RECORDS section start

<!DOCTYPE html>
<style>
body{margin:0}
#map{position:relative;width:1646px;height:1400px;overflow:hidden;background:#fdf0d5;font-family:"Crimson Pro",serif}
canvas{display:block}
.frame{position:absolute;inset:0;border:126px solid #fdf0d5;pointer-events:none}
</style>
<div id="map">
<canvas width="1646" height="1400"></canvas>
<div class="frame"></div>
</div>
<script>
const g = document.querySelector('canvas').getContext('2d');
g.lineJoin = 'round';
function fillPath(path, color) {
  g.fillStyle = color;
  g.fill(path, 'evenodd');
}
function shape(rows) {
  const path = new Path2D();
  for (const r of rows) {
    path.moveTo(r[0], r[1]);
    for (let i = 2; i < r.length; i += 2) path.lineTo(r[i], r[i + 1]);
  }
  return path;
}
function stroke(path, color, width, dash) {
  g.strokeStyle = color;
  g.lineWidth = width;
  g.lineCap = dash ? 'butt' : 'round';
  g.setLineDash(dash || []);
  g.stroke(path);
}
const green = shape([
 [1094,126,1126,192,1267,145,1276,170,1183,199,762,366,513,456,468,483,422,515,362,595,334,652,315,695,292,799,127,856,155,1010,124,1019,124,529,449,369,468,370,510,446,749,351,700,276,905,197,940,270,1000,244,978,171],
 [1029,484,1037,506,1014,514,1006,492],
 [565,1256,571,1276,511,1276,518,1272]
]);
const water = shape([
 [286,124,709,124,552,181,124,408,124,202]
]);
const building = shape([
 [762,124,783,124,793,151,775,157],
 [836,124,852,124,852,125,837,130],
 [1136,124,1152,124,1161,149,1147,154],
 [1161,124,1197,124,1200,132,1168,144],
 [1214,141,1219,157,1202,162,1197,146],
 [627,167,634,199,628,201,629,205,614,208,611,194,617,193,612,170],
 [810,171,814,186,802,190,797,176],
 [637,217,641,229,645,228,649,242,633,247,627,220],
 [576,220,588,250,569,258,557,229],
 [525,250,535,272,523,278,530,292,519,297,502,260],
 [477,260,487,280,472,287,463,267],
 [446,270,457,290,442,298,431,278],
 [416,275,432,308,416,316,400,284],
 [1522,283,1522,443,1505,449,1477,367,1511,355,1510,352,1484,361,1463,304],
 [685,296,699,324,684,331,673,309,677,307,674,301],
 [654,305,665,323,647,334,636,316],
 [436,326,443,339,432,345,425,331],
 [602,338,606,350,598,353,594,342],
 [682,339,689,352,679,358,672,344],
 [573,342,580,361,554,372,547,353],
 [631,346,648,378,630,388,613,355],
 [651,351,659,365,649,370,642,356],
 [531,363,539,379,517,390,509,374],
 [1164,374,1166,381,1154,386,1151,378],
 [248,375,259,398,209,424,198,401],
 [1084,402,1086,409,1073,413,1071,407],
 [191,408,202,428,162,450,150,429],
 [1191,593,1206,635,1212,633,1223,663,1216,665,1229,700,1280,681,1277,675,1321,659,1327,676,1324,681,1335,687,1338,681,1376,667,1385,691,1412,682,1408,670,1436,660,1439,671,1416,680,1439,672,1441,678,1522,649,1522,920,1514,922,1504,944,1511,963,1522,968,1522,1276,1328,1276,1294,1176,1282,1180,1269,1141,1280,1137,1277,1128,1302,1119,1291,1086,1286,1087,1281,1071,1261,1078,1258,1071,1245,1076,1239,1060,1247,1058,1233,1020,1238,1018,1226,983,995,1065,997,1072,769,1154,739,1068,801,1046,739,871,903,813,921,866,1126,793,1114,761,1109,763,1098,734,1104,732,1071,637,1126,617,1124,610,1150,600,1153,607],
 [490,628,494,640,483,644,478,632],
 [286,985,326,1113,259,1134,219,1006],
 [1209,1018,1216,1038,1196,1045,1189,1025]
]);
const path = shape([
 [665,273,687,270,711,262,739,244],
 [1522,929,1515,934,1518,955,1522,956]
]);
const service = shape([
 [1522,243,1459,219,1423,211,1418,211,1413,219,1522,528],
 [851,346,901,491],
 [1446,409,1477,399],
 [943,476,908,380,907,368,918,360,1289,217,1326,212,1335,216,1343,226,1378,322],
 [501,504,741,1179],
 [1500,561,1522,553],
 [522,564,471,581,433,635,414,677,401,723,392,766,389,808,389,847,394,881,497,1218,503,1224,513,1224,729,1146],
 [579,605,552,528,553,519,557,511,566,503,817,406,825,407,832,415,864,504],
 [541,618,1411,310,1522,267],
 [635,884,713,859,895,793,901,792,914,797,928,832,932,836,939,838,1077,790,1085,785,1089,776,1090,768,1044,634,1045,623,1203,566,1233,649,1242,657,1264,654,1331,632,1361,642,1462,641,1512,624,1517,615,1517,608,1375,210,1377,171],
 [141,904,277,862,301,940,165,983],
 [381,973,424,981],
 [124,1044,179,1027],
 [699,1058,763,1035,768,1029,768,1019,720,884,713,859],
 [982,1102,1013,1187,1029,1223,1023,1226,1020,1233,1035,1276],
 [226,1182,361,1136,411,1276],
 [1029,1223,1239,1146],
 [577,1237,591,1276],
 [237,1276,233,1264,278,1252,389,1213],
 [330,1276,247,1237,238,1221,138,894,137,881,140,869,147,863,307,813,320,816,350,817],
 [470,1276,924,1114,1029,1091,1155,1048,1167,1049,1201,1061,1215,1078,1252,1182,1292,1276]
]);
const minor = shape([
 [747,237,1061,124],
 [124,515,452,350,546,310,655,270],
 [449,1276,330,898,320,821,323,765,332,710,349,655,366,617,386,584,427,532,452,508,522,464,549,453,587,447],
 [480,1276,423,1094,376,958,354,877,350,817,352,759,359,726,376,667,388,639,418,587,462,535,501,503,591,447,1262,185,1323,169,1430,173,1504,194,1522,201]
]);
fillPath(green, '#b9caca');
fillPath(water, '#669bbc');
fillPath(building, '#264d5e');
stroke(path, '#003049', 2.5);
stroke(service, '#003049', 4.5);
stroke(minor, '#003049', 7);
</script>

RECORDS section end

▶ WHAT IS BEING ASKED
Give the count of lines in the data shown above that contain "dash", and nothing else.

▶ EXERCISE SOLUTION
3